5. **Score candidates** using configured distance metric (L2, Cosine, or DotProduct)
6. **Sort results**:
- L2: Ascending (lower distances first)
- Cosine/DotProduct: Descending (higher scores first)
7. **Truncate to limit results**
8. **Load fields** for remaining candidates based on `include_fields`:
- `FieldSelection::All`: Load all fields from VectorData and VectorMeta
- `FieldSelection::None`: Skip loading fields entirely
- `FieldSelection::Fields(names)`: Load only specified fields
### Filter Evaluation
Filters are evaluated using inverted indexes stored in the `MetadataIndex`:
- **Equality (`Eq`)**: Direct lookup in `MetadataIndex[field][value]` returns vector IDs
- **Inequality (`Neq`)**: All vectors except those in `MetadataIndex[field][value]`
- **Range (`Lt`, `Lte`, `Gt`, `Gte`)**:
- Scan metadata index keys in sorted order (using sortable encoding)
- For `Lt`/`Lte`: Scan from start until threshold
- For `Gt`/`Gte`: Scan from threshold to end
- **In-set (`In`)**: Union of `MetadataIndex[field][value]` for each value in the set
- **Logical operators**:
- `And`: Intersection of child filter results (using RoaringTreemap intersection)
- `Or`: Union of child filter results (using RoaringTreemap union)
- `Not`: Complement of child filter result (all vectors except those in result)
Filter evaluation is performed **after** centroid search to minimize the set of candidates that
need filtering. This is efficient when filters are selective.
### Point Lookup Execution
The `get()` operation retrieves a single vector record by external ID:
1. **Lookup internal ID** from `IdDictionary[external_id]`
3. **Load vector data** from `VectorData[internal_id]`
5. **Construct Vector** with id and fields (including "vector" field)
## Thread Safety
Following the `LogReader` pattern from the log module:
- All methods take `&self` for concurrent access
- Storage snapshots are immutable and thread-safe (`Arc<dyn StorageRead>`)
- Multiple readers can query concurrently without contention
- Readers obtained from `VectorDb::reader()` and `VectorDb::snapshot()` share the database's
snapshot but are independent objects
## Performance Considerations
### Metadata Filtering
Filters are applied **after** centroid search to candidate vectors. This means:
- **Efficient for selective filters**: If the filter eliminates many candidates, less vector
scoring is needed
- **Less efficient for broad filters**: If the filter keeps most candidates, the overhead may not
justify the benefit
- **Trade-off**: Applying filters before centroid search would require scanning all metadata
indexes, which is expensive for large collections
Future optimization: For highly selective filters on frequently-queried fields, consider
filter-first strategies.
### Field Selection
The `include_fields` parameter reduces data transfer and deserialization overhead:
- `FieldSelection::All`: Loads all fields (maximum data transfer)
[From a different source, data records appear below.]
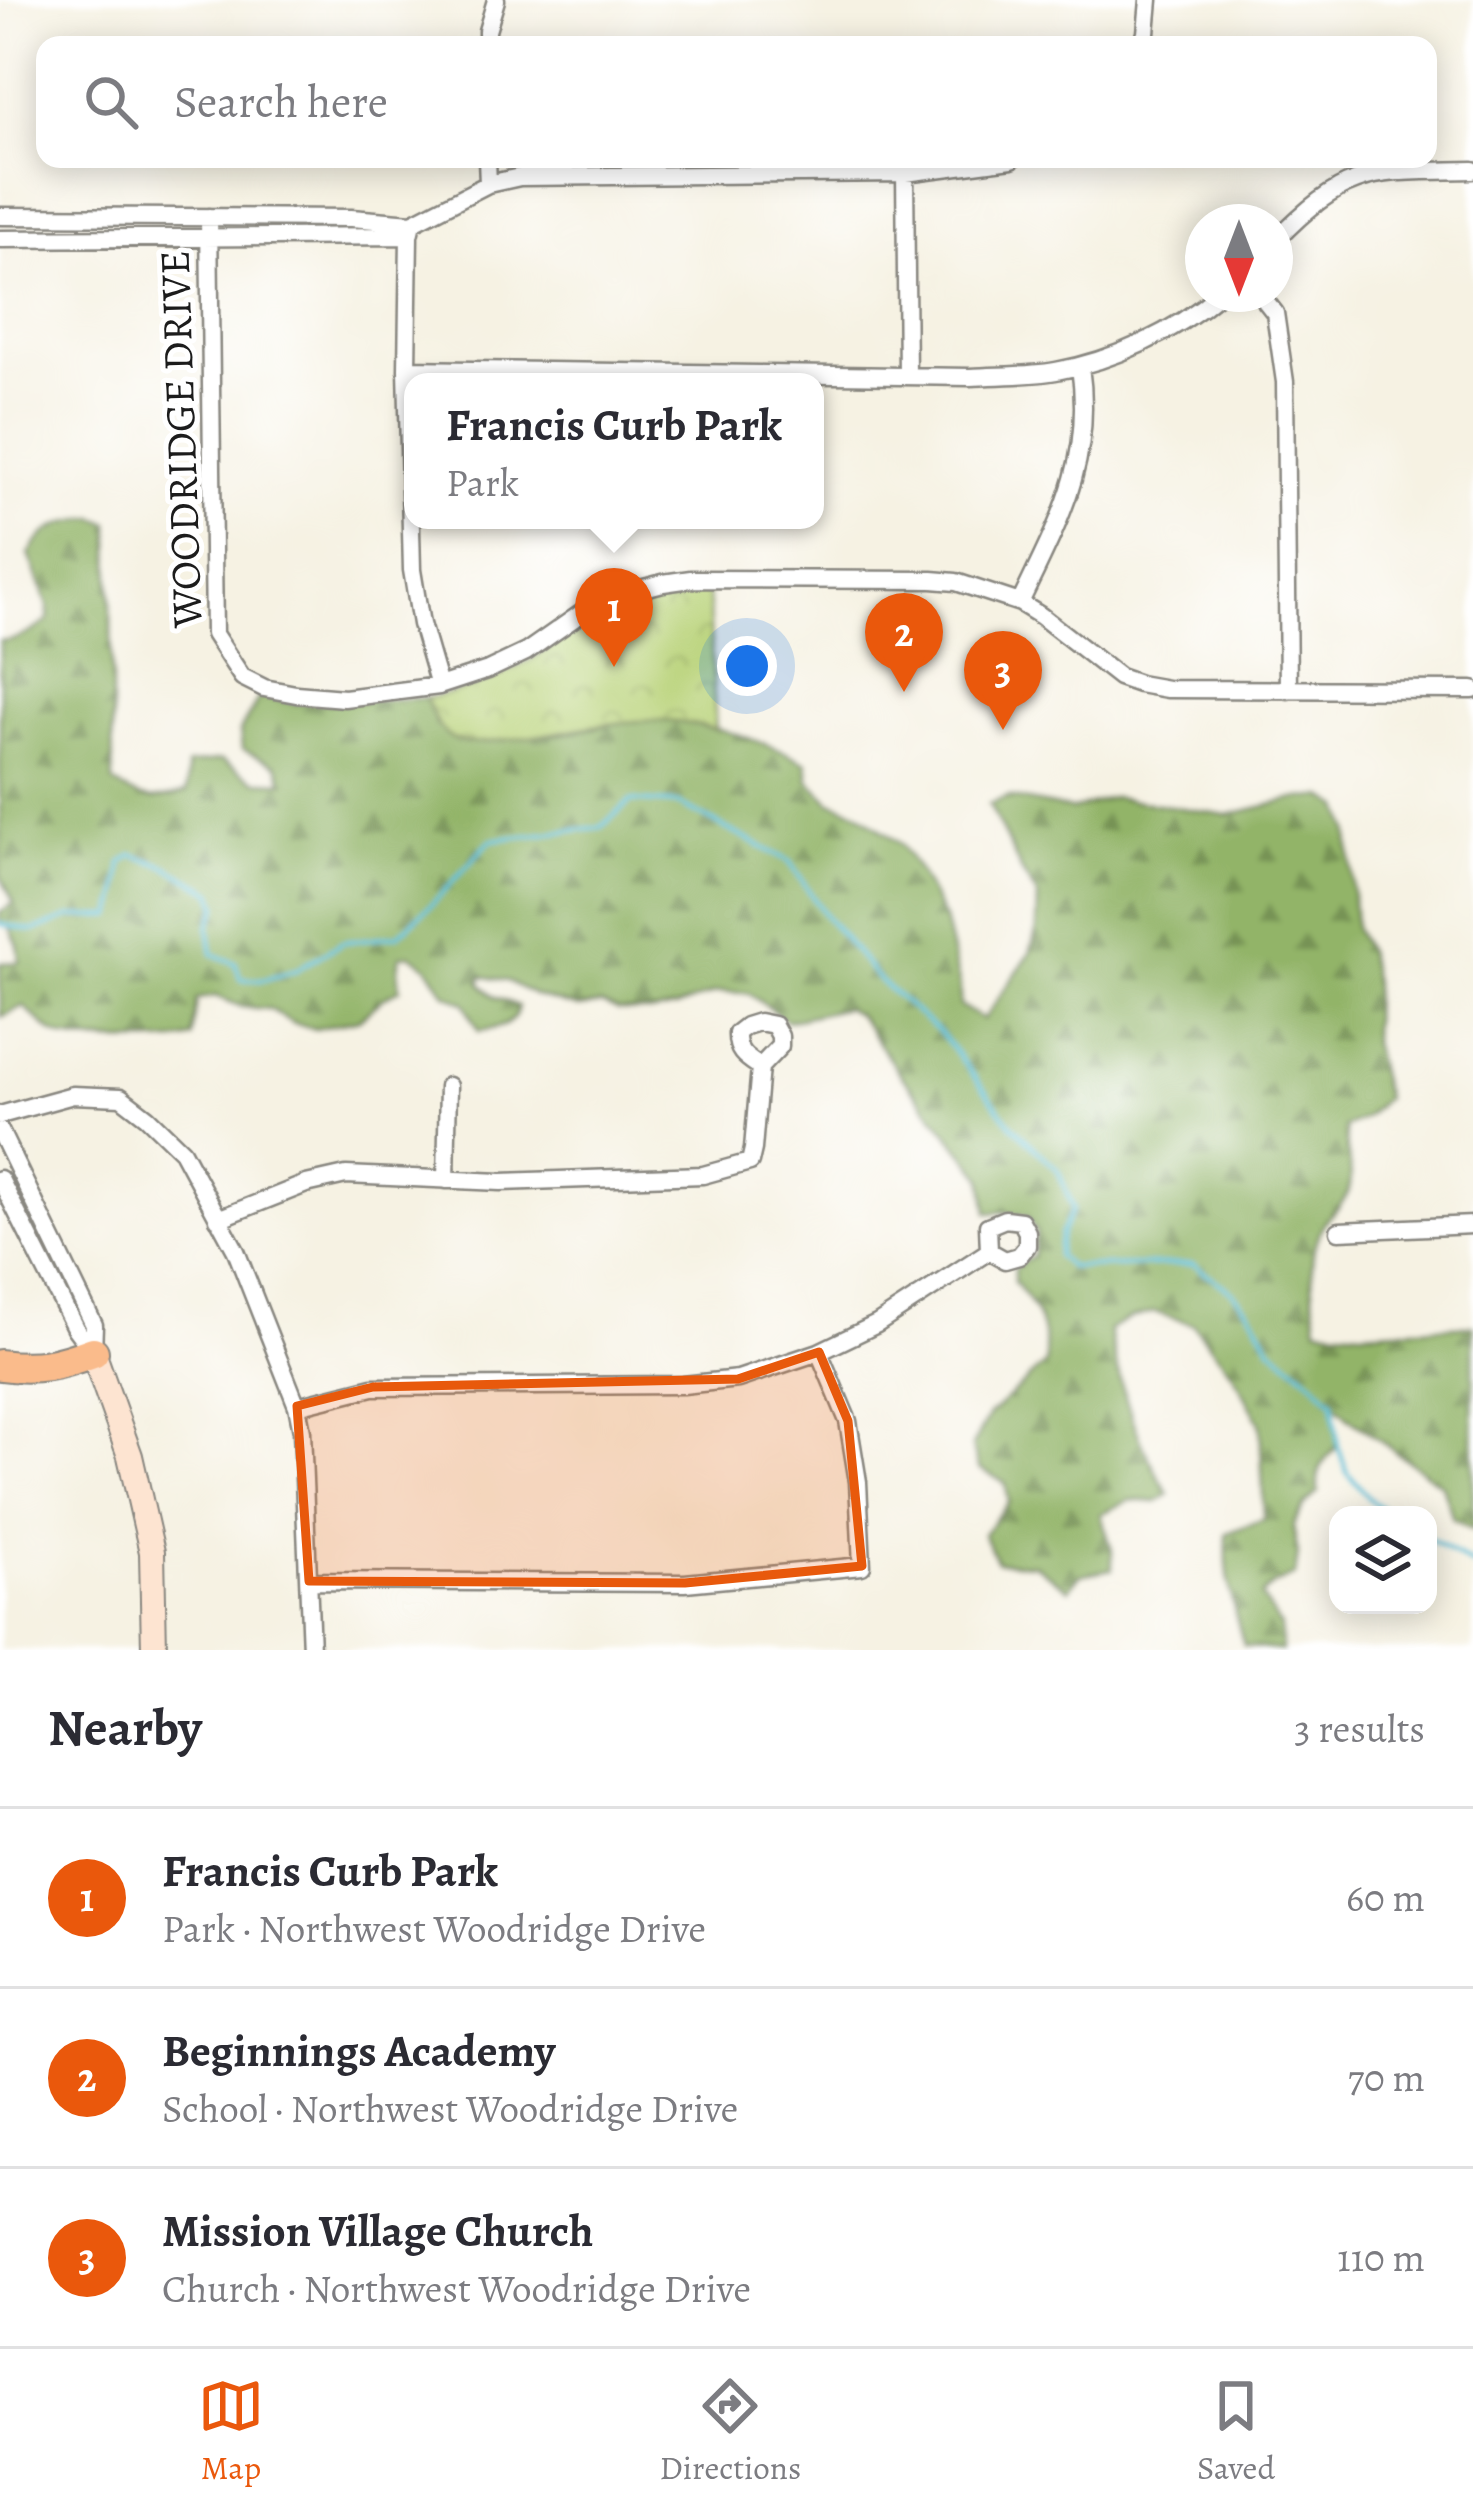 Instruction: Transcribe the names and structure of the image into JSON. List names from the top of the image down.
{
  "streets": {
    "street": ["WOODRIDGE DRIVE"]
  },
  "north": "bottom",
  "page": {
    "search": "Search here",
    "popup": ["Francis Curb Park", "Park"],
    "pins": ["1", "2", "3"],
    "heading": ["Nearby", "3 results"],
    "list": [
      {
        "mark": "1",
        "name": "Francis Curb Park",
        "note": "Park · Northwest Woodridge Drive",
        "value": "60 m"
      },
      {
        "mark": "2",
        "name": "Beginnings Academy",
        "note": "School · Northwest Woodridge Drive",
        "value": "70 m"
      },
      {
        "mark": "3",
        "name": "Mission Village Church",
        "note": "Church · Northwest Woodridge Drive",
        "value": "110 m"
      }
    ],
    "nav": ["Map", "Directions", "Saved"]
  }
}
- `FieldSelection::None`: Loads no fields, only IDs and scores (minimum data transfer)
- `FieldSelection::Fields(names)`: Selectively loads specified fields
Performance benefits:
- Skip loading VectorData entirely if "vector" is not requested (saves 4 bytes × dimensions)
- Skip loading VectorMeta entirely if no metadata fields are requested
- Reduce deserialization overhead for large records
This is useful for:
- Applications that only need IDs and scores (e.g., for ranking before a second pass)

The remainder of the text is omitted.